Teens and education: the key to Toyota's success
In a bare classroom at a school in central Japan, a few dozen teenagers face a whiteboard covered with long mathematical equations as their teacher rattles on about the workings of kinetic energy. The uniformed 17-year-olds look like typical students...
In a bare classroom at a school in central Japan, a few dozen teenagers face a whiteboard covered with long mathematical equations as their teacher rattles on about the workings of kinetic energy.
The uniformed 17-year-olds look like typical students going through the motions of dreary school life. But looks can be deceiving - they're employees of Toyota Motor Corp.
A car maker running a high school?
Toyota may be on to something.
Japan's top automaker made more money last year than the combined earnings at Detroit's Big Three - General Motors, Ford Motor and DaimlerChrysler - and is on its way to racking up record profits for a fourth straight year.
As rival automakers in the West watch their earnings slide and market shares erode on their home ground, one question has burned in the minds of industry executives and watchers alike: why is Toyota so successful?
Volumes have been written on the topic - with the focus ranging from Toyota's renowned "lean manufacturing system" to its corporate culture of "kaizen", or continuous improvement. But one answer can be found across town from its oldest car plants, at the Toyota Technical Skills Academy.
The school, which has 300 students aged 15 to 19, plays a unique role at the world's third-largest automaker: It is a breeding ground for an elite corps of future supervisors in the mechanical, machining and other technical fields that are the core of any manufacturing firm.
It is a tradition that is nearly as old as the company itself. Opened in 1938, a year after Toyota Motor was formed, the academy is the brainchild of Toyota's late founder, Kiichiro Toyoda, who believed that education was key to fulfilling his father's dream of building a national car.
Insiders say Toyota's education programmes are the cornerstone of its success in growing from a tiny spin-off of a maker of textile looms into the richest car maker in the world with nearly $8 billion in bottom-line profits.
"The academy is extremely expensive to run, but we look at it as an investment for the future," said Mamoru Sakamoto, the academy's director. "If you compare an academy graduate and a new hire starting from scratch, the difference is remarkable."
The Toyota Technical Skills Academy (TTSA) is one of five remaining vocational high schools run by Japanese companies after the economic downturn forced hundreds to close.

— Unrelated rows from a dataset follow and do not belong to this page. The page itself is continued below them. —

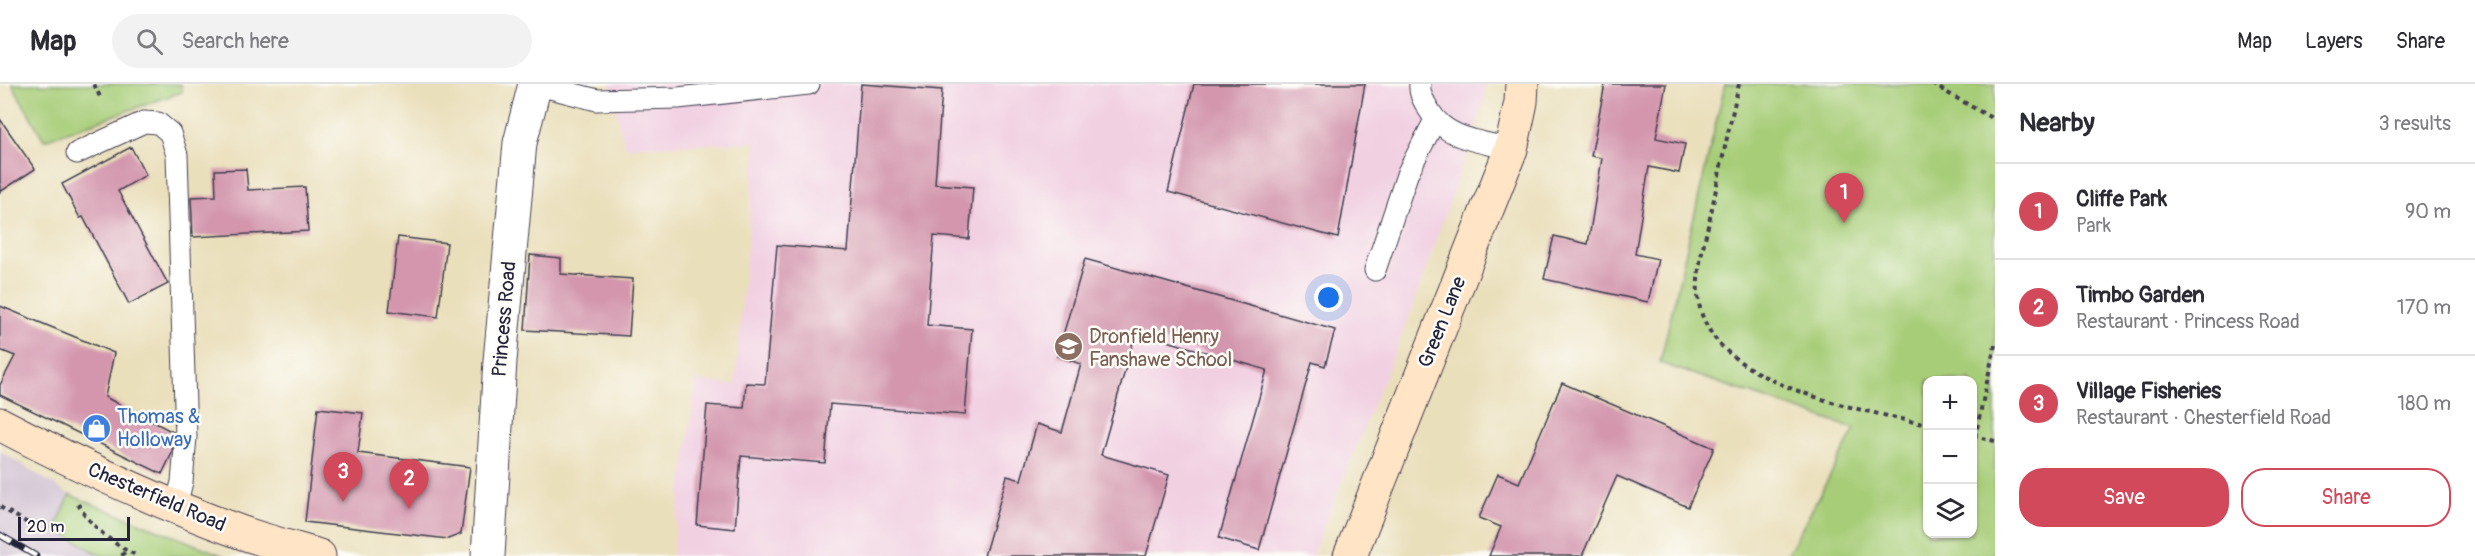 <!DOCTYPE html>
<meta charset="utf-8">
<style>
body{margin:0;font-family:Pangolin,sans-serif;background:#f2f2f3;color:#2b2b33}
.controls{position:absolute;right:18px;bottom:18px;display:grid;overflow:hidden;border-radius:12px;box-shadow:0 2px 4px #0004}
.controls button{width:54px;height:54px;display:grid;place-items:center;padding:0;border:0;border-bottom:2px solid #e1e1e2;background:#fff;color:#2b2b33;font:30px sans-serif}
.scale{position:absolute;left:18px;bottom:15px;width:112px;box-sizing:border-box;padding-left:6px;border:3px solid #22223b;border-top:0;font-size:16px;line-height:21px;white-space:nowrap;color:#22223b;-webkit-text-stroke:4px #fdfcf7;paint-order:stroke}
.you{position:absolute;left:1329px;top:214px;width:21px;height:21px;margin:-15px;border:4px solid #fff;border-radius:50%;background:#1a73e8;box-shadow:0 0 0 9px #1a73e833}
.badge{display:grid;place-items:center;width:39px;height:39px;border-radius:50%;background:#d1495b;color:#fff;font-size:20px;font-weight:700}
.pin{position:absolute;translate:-50% -50px;filter:drop-shadow(0 2px 3px #0008)}
.pin::after{content:'';position:absolute;top:32px;width:21px;height:18px;background:inherit;clip-path:polygon(0 0,100% 0,50% 100%)}
.list{margin:0;padding:0;list-style:none}
h2{display:flex;justify-content:space-between;align-items:center;height:78px;margin:0;padding:0 24px;font-size:26px}
h2 small{font-size:20px;font-weight:400;color:#7c7c81}
.list li{display:grid;grid-template-columns:39px 1fr auto;gap:18px;align-items:center;box-sizing:border-box;height:96px;padding:0 24px;border-top:2px solid #e1e1e2}
.list b{display:block;font-size:22px;white-space:nowrap}
.list p{margin:0;font-size:20px;white-space:nowrap;color:#7c7c81}
.list em{font-size:20px;font-style:normal;color:#7c7c81}
.actions{display:flex;gap:12px;padding:18px 24px}
.actions a{flex:1;padding:14px 0;border:2px solid #d1495b;border-radius:24px;text-align:center;font-size:21px;color:#d1495b}
.actions .main{background:#d1495b;color:#fff}
.icon{flex:none;width:33px;height:33px;fill:none;stroke:currentColor;stroke-width:2;stroke-linecap:round;stroke-linejoin:round}
.map{position:relative;flex:none;width:1995px;height:472px;overflow:hidden}
header{display:flex;align-items:center;gap:36px;box-sizing:border-box;height:84px;padding:0 30px;background:#fff;border-bottom:2px solid #e1e1e2}
header strong{font-size:28px}
nav{display:flex;gap:33px;margin-inline-start:auto;font-size:21px}
.search{width:420px;height:54px;background:#f2f2f3;display:flex;align-items:center;gap:15px;box-sizing:border-box;padding:0 21px;border-radius:33px;color:#7c7c81;font-size:22px}
main{display:flex}
aside{flex:1;background:#fff}
.map>svg:first-child{display:block}
.built{fill:#f1d0e2}
.industrial{fill:#cebed0}
.green{fill:#a7cd78;stroke:#64785a;stroke-width:1.5;fill-rule:evenodd}
.building{fill:#d396ad}
.lines{fill:none;stroke-linecap:round;stroke-linejoin:round}
.service-casing{stroke:#403e4e;stroke-width:23}
.minor-casing{stroke:#403e4e;stroke-width:35}
.secondary-casing{stroke:#403e4e;stroke-width:35}
.path{stroke:#403e4e;stroke-width:4;stroke-dasharray:4.5 4.5;stroke-linecap:butt}
.service{stroke:#fff;stroke-width:21}
.minor{stroke:#fff;stroke-width:33}
.secondary{stroke:#ffe4c6;stroke-width:33}
.rail-casing{stroke:#22223b;stroke-width:7}
.rail{stroke:#fdfcf7;stroke-width:4.5;stroke-dasharray:14;stroke-linecap:butt}
.labels{text-anchor:middle;dominant-baseline:central;stroke-width:5;stroke-linejoin:round;paint-order:stroke}
.street-label{font-size:20px;fill:#22223b;stroke:#fdfcf7}
.education-label{font-size:20px;fill:#785e54;stroke:#fdfcf7;text-anchor:start}
.shop-label{font-size:20px;fill:#366cbe;stroke:#fdfcf7;text-anchor:start}
</style>
<header>
<strong>Map</strong>
<div class="search"><svg class="icon" aria-label="search" viewBox="0 0 24 24"><circle cx="10" cy="10" r="6"/><path d="M15 15l6 6"/></svg>Search here</div>
<nav><a>Map</a><a>Layers</a><a>Share</a></nav>
</header>
<main>
<div class="map">
<svg width="1995" height="472" viewBox="0 0 1995 472">
<rect width="100%" height="100%" fill="#fdfcf7"/>
<filter id="ink" filterUnits="userSpaceOnUse"><feTurbulence type="fractalNoise" baseFrequency=".0167" numOctaves="2"/><feDisplacementMap in="SourceGraphic" scale="12" xChannelSelector="R" yChannelSelector="G"/><feConvolveMatrix kernelMatrix="1 2 1 2 8 2 1 2 1" color-interpolation-filters="sRGB"/></filter>
<filter id="wash" filterUnits="userSpaceOnUse"><feTurbulence type="fractalNoise" baseFrequency=".008" numOctaves="4" result="noise"/><feDisplacementMap in="SourceGraphic" scale="24" xChannelSelector="R" yChannelSelector="G"/><feGaussianBlur stdDeviation="1.35" result="paint"/><feColorMatrix in="noise" values="0 0 0 0 0 0 0 0 0 0 0 0 0 0 0 0 0 1.4 0 .05"/><feComposite in="paint" operator="in"/></filter>
<g filter="url(#wash)">
<rect width="100%" height="100%" fill="#eadfbb"/>
<path class="built" d="M 609,0 L 1486,0 L 1484,19 L 1411,228 L 1312,472 L 672,472 L 696,297 L 735,301 L 756,58 L 625,63 Z"/>
<path class="industrial" d="M 0,367 L 70,411 L 55,445 L 104,472 L 0,472 Z"/>
<path class="green" d="M 12,0 L 181,0 L 182,8 L 44,56 Z
M 1725,0 L 1995,0 L 1995,472 L 1787,472 L 1855,345 L 1660,279 ZM 1928,296 L 1972,296 L 1972,450 L 1928,450 Z
M 70,411 L 224,472 L 102,472 L 55,445 Z"/>
<g id="blocks">
<path class="building" d="M 861,0 L 942,6 L 935,100 L 973,103 L 969,155 L 934,152 L 927,241 L 972,245 L 965,331 L 830,320 L 825,379 L 741,372 L 735,445 L 697,441 L 707,321 L 744,324 L 746,299 L 765,300 L 777,161 L 848,167 Z
M 1194,0 L 1365,0 L 1338,154 L 1168,108 Z
M 1605,0 L 1666,0 L 1656,54 L 1685,60 L 1679,89 L 1649,83 L 1635,170 L 1658,175 L 1648,218 L 1544,195 L 1554,152 L 1588,160 L 1602,74 L 1591,72 Z
M 0,35 L 35,85 L 0,108 Z
M 131,63 L 146,91 L 118,107 L 168,200 L 129,220 L 83,133 L 80,134 L 62,100 Z
M 246,85 L 248,106 L 305,103 L 308,147 L 193,153 L 191,113 L 216,112 L 215,86 Z
M 398,153 L 447,159 L 438,233 L 389,227 Z
M 530,171 L 561,174 L 561,190 L 633,195 L 629,252 L 525,246 Z
M 1085,175 L 1335,246 L 1325,282 L 1312,278 L 1259,466 L 1219,454 L 1267,286 L 1136,248 L 1101,371 L 1169,391 L 1146,472 L 984,472 L 1007,392 L 1021,396 L 1037,340 L 1062,348 L 1081,280 L 1057,272 Z
M 0,222 L 114,269 L 105,313 L 173,348 L 172,369 L 162,390 L 0,311 L 0,301 L 15,272 L 0,266 Z
M 1562,299 L 1714,364 L 1688,423 L 1617,392 L 1582,472 L 1489,472 L 1501,443 L 1479,434 L 1498,390 L 1519,399 Z
M 318,324 L 363,329 L 358,369 L 470,383 L 461,450 L 448,455 L 305,438 Z"/>
</g>
</g>
<g filter="url(#ink)">
<use href="#blocks" fill-opacity="0" stroke="#403e4e" stroke-width="1.5"/>
<g class="lines">
<defs>
<path id="service" d="M 535,0 L 597,16 L 678,14 L 809,0
M 1420,0 C 1419,11 1424,17 1429,26 C 1446,56 1480,57 1511,65
M 77,69 L 144,38 L 158,39 L 170,49 L 177,71 L 186,353 L 182,398 L 176,422
M 1375,186 L 1408,88 L 1435,36"/>
<path id="minor" d="M 488,472 L 500,277 L 520,59 L 535,0"/>
<path id="secondary" d="M 0,340 C 78,381 157,418 240,448 C 266,457 293,464 319,472
M 1350,472 L 1511,65 L 1521,18 L 1522,0"/>
</defs>
<use href="#service" class="service-casing"/>
<use href="#minor" class="minor-casing"/>
<use href="#secondary" class="secondary-casing"/>
<path class="path" d="M 94,0 L 101,15
M 1739,0 C 1729,43 1720,86 1711,129 C 1705,157 1694,190 1699,219 C 1713,302 1860,325 1928,341
M 1932,0 L 1995,36
M 1973,352 L 1995,357
M 1975,353 L 1995,261
M 78,420 C 90,442 115,462 138,472
M 0,423 L 38,445
M 122,472 L 125,467"/>
<use href="#service" class="service"/>
<use href="#minor" class="minor"/>
<use href="#secondary" class="secondary"/>
<defs>
<path id="rail" d="M 0,451 L 36,472"/>
</defs>
<use href="#rail" class="rail-casing"/>
<use href="#rail" class="rail"/>
</g>
</g>
<defs>
<symbol id="school-disc" viewBox="-11 -11 22 22"><circle r="9.5" fill="#8d6e63" stroke="#fdfcf7"/><path d="M0-5L7-2L0 1L-7-2ZM-4 1L0 2.5L4 1V4Q0 6-4 4Z" fill="#fff"/></symbol>
<symbol id="shop-disc" viewBox="-11 -11 22 22"><circle r="9.5" fill="#3f7fe0" stroke="#fdfcf7"/><path d="M-5-2.5h2.3a2.7 3.5 0 0 1 5.4 0H5L5.5 6h-11ZM-1.5-2.5h3a1.5 2.3 0 0 0-3 0Z" fill="#fff"/></symbol>
</defs>
<g fill-rule="evenodd">
<use href="#school-disc" x="1052" y="246" width="33" height="33"/>
<use href="#shop-disc" x="80" y="328" width="33" height="33"/>
</g>
<g class="labels">
<g class="street-label">
<text transform="translate(504 235) rotate(-85)">Princess Road</text>
<text transform="translate(1442 238) rotate(-68)">Green Lane</text>
<text transform="translate(157 413) rotate(23)">Chesterfield Road</text>
</g>
<g class="education-label">
<text x="1089" y="252">Dronfield Henry<tspan x="1089" dy="23">Fanshawe School</tspan></text>
</g>
<g class="shop-label">
<text x="117" y="332">Thomas &amp;<tspan x="117" dy="23">Holloway</tspan></text>
</g>
</g>
</svg>
<div class="controls">
<button>+</button>
<button>−</button>
<button><svg class="icon" aria-label="layers" viewBox="0 0 24 24"><path d="M12 4l9 5-9 5-9-5zM3 14l9 5 9-5"/></svg></button>
</div>
<div class="scale">20 m</div>
<div class="you"></div>
<div class="pin badge" style="left:1844px;top:139px">1</div>
<div class="pin badge" style="left:409px;top:425px">2</div>
<div class="pin badge" style="left:343px;top:418px">3</div>
</div>
<aside>
<h2>Nearby<small>3 results</small></h2>
<ul class="list">
<li><span class="badge">1</span><div><b>Cliffe Park</b><p>Park</p></div><em>90 m</em></li>
<li><span class="badge">2</span><div><b>Timbo Garden</b><p>Restaurant · Princess Road</p></div><em>170 m</em></li>
<li><span class="badge">3</span><div><b>Village Fisheries</b><p>Restaurant · Chesterfield Road</p></div><em>180 m</em></li>
</ul>
<div class="actions"><a class="main">Save</a><a>Share</a></div>
</aside>
</main>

The school accepts about 70 15-year-olds each year, who automatically become Toyota employees upon enrolment. Admission is extremely competitive, with fewer than one in four applicants making the cut, and academic standards are high.
Toyota would not disclose how much it spends on the school, which also admits about 100 high school graduates each year for advanced technical training. But in addition to operating costs, the company dishes out annual stipends of up to $17,400 per student. Tuition is free.
Other automakers have employee education programmes too but none are as extensive or start as early. US giant GM, which makes an average $200 per car versus $1,260 for Toyota, for instance, offers mainly Web-based training to its employees.
"Toyota (educates its workers) differently from any other company," said H. Kent Bowen, a professor at Harvard Business School and co-author of a paper on Toyota's production system.
In keeping with Toyota's philosophy of "genchi genbutsu", or the "go and see for yourself" approach, TTSA students spend a lot of time with their future supervisors training on the job.
"Most of the training is done by one's supervisor, so when a worker needs to learn, the teacher is always there," Mr Bowen said.
Toyota's supervisors take a Socratic approach to teaching - providing answers by asking questions - to encourage workers to develop a mind of their own to improve the work, Mr Bowen said.
"There's a fundamentally different view of people. Making lots of little improvements all the time.... is the key to Toyota's success," he said.
Students learn actual work practices such as the suggestion box system in which employees at all levels and fields make recommendations to improve operations. Good suggestions are rewarded with prize money of up to hundreds of dollars.
The training is not just vocational.
Over the three years, students go through vigorous physical trials including hiking up a 3,000-metre mountain, swimming for two hours in the sea and running a half-marathon.
"The idea is for each student to complete the tasks so they become strong mentally and physically," explains Hajime Sugita, an alumnus who is now general manager of the academy. "We don't want them to be quitters."
As Toyota opens up more plants in countries from China to the Czech Republic, it is taking employee education a step further. Last year, it set up the Toyota Institute, in central Japan, to drive home the importance of the "Toyota Way" for the mostly foreign executives who will be training local staff.
Kazuyuki Kawai, head of Toyota's human resources division, says bridging the cultural gap will be a challenge, with a quarter-of-a-million employees spread out all over the world.
"In America, for instance, people think of their work as being rigidly defined. It's like in a swimming relay: the next person jumps in only once the previous one touches the wall," he said. "But in Japan, the attitude is similar to track-and-field: The area where the baton is exchanged is wider and fuzzier."